On 21. Feb 2009, at 01:51, Ricky Sharp wrote:


On Feb 20, 2009, at 6:45 PM, Jerry Krinock wrote:

There is an attribute in my Core Data document-based app whose string value can legitimately be a single single utf8 0x20 space character, @" ". (It's a user-selectable delimiter.)

When I save a document with this attribute value, reading the XML store file with BBEdit shows that it is a single space character, like this:

 <attribute name="firstname" type="string"> </attribute>


I'd file that as a bug. The XML above, while legal, will most likely always result in a value of <attribute> being an empty string. Whitespace is typically trimmed by XML parsers.

e.g. if you had:

<attribute ...>[NEW LINE]
[TAB][SPACE][NEW_LINE]
</attribute>

You'd typically still get an empty string.

Not exactly. See this: <http://www.w3.org/TR/REC-xml/>

2.10 White Space Handling
In editing XML documents, it is often convenient to use "white space" (spaces, tabs, and blank lines) to set apart the markup for greater readability.

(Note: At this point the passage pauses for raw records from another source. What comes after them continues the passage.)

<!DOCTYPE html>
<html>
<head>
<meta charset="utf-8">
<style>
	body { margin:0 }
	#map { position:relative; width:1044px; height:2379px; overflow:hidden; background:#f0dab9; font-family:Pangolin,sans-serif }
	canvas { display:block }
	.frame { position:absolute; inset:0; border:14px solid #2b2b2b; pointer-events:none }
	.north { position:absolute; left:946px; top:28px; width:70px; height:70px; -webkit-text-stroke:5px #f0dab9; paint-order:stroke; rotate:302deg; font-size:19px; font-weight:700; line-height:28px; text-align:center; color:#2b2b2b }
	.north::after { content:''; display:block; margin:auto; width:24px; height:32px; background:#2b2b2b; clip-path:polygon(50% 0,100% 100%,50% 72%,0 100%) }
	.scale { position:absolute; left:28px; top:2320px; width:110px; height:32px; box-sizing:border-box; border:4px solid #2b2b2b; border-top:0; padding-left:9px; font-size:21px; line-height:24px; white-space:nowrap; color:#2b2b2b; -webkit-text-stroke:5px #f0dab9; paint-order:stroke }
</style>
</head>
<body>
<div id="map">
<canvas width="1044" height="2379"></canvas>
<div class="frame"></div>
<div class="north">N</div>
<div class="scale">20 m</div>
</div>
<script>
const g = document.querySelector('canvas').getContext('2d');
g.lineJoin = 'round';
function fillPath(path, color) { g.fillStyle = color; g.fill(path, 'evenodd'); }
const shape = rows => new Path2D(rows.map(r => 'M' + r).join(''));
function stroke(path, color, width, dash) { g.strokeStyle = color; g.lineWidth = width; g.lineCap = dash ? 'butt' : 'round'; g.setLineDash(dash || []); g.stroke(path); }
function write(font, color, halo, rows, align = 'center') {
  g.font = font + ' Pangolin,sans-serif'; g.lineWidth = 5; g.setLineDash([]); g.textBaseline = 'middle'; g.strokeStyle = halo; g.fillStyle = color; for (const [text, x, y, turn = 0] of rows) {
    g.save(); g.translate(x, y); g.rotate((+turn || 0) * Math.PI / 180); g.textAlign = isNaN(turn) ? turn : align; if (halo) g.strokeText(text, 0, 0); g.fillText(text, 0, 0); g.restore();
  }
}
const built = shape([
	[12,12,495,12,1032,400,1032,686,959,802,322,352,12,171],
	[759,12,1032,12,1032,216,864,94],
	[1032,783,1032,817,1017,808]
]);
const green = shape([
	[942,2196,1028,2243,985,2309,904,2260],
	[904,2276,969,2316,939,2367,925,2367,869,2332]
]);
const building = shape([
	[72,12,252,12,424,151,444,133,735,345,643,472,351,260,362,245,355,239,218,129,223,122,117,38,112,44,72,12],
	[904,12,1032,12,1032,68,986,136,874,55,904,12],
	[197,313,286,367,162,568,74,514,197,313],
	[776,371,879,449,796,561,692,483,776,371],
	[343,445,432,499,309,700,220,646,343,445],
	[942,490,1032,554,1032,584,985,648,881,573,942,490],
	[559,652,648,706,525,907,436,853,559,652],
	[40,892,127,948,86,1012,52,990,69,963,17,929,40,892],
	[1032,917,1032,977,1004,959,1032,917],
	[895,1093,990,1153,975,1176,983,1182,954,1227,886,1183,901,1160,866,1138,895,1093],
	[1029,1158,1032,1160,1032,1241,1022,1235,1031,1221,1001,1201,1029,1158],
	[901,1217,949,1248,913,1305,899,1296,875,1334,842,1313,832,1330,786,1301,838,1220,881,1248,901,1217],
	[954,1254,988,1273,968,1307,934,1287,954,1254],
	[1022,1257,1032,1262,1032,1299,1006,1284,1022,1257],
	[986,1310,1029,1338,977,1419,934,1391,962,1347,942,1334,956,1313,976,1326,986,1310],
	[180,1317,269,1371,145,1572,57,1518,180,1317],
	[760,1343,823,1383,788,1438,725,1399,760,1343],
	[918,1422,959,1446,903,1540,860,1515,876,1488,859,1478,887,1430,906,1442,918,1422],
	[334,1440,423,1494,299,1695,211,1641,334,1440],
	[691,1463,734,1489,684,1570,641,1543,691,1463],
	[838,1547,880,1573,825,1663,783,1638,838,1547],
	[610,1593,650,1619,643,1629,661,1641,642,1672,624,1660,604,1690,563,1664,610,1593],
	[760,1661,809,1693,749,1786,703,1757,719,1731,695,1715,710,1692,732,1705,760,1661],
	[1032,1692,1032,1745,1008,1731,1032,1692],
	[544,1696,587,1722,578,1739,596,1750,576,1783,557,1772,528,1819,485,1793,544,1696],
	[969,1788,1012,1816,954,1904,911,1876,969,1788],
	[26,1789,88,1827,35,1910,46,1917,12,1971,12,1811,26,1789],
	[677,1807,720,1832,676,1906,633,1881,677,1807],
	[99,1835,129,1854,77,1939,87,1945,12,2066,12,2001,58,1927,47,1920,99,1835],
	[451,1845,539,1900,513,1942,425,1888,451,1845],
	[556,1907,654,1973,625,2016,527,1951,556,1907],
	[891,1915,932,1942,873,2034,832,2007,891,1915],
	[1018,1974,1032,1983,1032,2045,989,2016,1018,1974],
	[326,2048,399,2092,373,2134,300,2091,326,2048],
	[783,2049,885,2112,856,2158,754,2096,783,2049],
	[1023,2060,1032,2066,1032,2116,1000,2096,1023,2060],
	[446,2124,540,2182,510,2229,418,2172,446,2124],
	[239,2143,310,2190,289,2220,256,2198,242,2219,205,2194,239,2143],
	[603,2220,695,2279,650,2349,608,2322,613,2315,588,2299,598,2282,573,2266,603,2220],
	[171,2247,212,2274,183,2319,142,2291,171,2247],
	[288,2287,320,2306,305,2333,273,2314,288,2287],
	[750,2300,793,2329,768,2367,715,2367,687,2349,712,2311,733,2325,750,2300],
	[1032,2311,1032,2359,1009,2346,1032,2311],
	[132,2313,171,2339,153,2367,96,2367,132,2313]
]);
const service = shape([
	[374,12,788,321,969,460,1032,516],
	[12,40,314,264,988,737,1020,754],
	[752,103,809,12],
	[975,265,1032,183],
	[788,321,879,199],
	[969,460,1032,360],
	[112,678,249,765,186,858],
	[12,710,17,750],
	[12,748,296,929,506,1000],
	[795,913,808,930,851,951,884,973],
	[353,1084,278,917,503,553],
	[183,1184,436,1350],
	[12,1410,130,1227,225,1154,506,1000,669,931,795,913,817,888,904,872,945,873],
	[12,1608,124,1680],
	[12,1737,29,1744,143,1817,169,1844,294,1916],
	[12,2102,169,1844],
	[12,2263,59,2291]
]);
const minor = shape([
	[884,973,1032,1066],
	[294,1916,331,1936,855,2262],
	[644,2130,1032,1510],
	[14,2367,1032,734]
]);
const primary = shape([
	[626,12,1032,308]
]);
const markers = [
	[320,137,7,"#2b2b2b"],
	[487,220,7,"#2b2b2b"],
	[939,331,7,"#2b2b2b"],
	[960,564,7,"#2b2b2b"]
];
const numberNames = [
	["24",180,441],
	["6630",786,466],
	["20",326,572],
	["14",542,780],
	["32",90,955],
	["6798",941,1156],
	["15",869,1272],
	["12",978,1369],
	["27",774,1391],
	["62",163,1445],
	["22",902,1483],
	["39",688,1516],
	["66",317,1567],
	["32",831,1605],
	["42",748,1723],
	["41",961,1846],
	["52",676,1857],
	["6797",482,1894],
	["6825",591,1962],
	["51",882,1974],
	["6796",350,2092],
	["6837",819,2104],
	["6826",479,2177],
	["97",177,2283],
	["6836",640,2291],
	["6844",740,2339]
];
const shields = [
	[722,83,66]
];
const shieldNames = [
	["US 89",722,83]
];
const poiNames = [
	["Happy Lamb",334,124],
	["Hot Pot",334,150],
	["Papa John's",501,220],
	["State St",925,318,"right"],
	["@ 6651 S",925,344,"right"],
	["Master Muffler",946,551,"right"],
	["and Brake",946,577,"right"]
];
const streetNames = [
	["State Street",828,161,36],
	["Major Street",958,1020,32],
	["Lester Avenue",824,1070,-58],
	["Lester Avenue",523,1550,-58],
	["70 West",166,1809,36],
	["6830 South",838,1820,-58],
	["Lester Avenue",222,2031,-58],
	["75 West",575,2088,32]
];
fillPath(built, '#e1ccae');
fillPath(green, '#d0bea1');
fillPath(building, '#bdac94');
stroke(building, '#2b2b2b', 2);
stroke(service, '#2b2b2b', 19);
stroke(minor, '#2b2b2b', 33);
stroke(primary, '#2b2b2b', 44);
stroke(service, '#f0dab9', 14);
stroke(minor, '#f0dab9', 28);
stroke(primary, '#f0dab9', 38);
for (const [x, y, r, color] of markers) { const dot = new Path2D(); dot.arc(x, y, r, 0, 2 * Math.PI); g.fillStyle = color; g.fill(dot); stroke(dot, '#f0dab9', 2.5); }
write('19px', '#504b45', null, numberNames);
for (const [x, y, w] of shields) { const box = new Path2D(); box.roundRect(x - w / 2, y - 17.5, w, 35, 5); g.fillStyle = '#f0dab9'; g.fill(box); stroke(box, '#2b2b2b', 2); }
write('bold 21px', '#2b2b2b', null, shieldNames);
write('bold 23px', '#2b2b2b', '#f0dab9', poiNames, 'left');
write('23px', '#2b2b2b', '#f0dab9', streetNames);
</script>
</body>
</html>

Such white space is typically not intended for inclusion in the delivered version of the document. On the other hand, "significant" white space that should be preserved in the delivered version is common, for example in poetry and source code.

An XML processor must always pass all characters in a document that are not markup through to the application. A validating XML processor must also inform the application which of these characters constitute white space appearing in element content.

A special attribute named xml:space may be attached to an element to signal an intention that in that element, white space should be preserved by applications. In valid documents, this attribute, like any other, must be declared if it is used. When declared, it must be given as an enumerated type whose values are one or both of "default" and "preserve". For example:

<!ATTLIST poem xml:space (default|preserve) 'preserve'> <!ATTLIST pre xml:space (preserve) #FIXED 'preserve'> The value "default" signals that applications' default white-space processing modes are acceptable for this element; the value "preserve" indicates the intent that applications preserve all the white space. This declared intent is considered to apply to all elements within the content of the element where it is specified, unless overridden with another instance of the xml:space attribute. This specification does not give meaning to any value of xml:space other than "default" and "preserve". It is an error for other values to be specified; the XML processor may report the error or may recover by ignoring the attribute specification or by reporting the (erroneous) value to the application. Applications may ignore or reject erroneous values.

The root element of any document is considered to have signaled no intentions as regards application space handling, unless it provides a value for this attribute or the attribute is declared with a default value.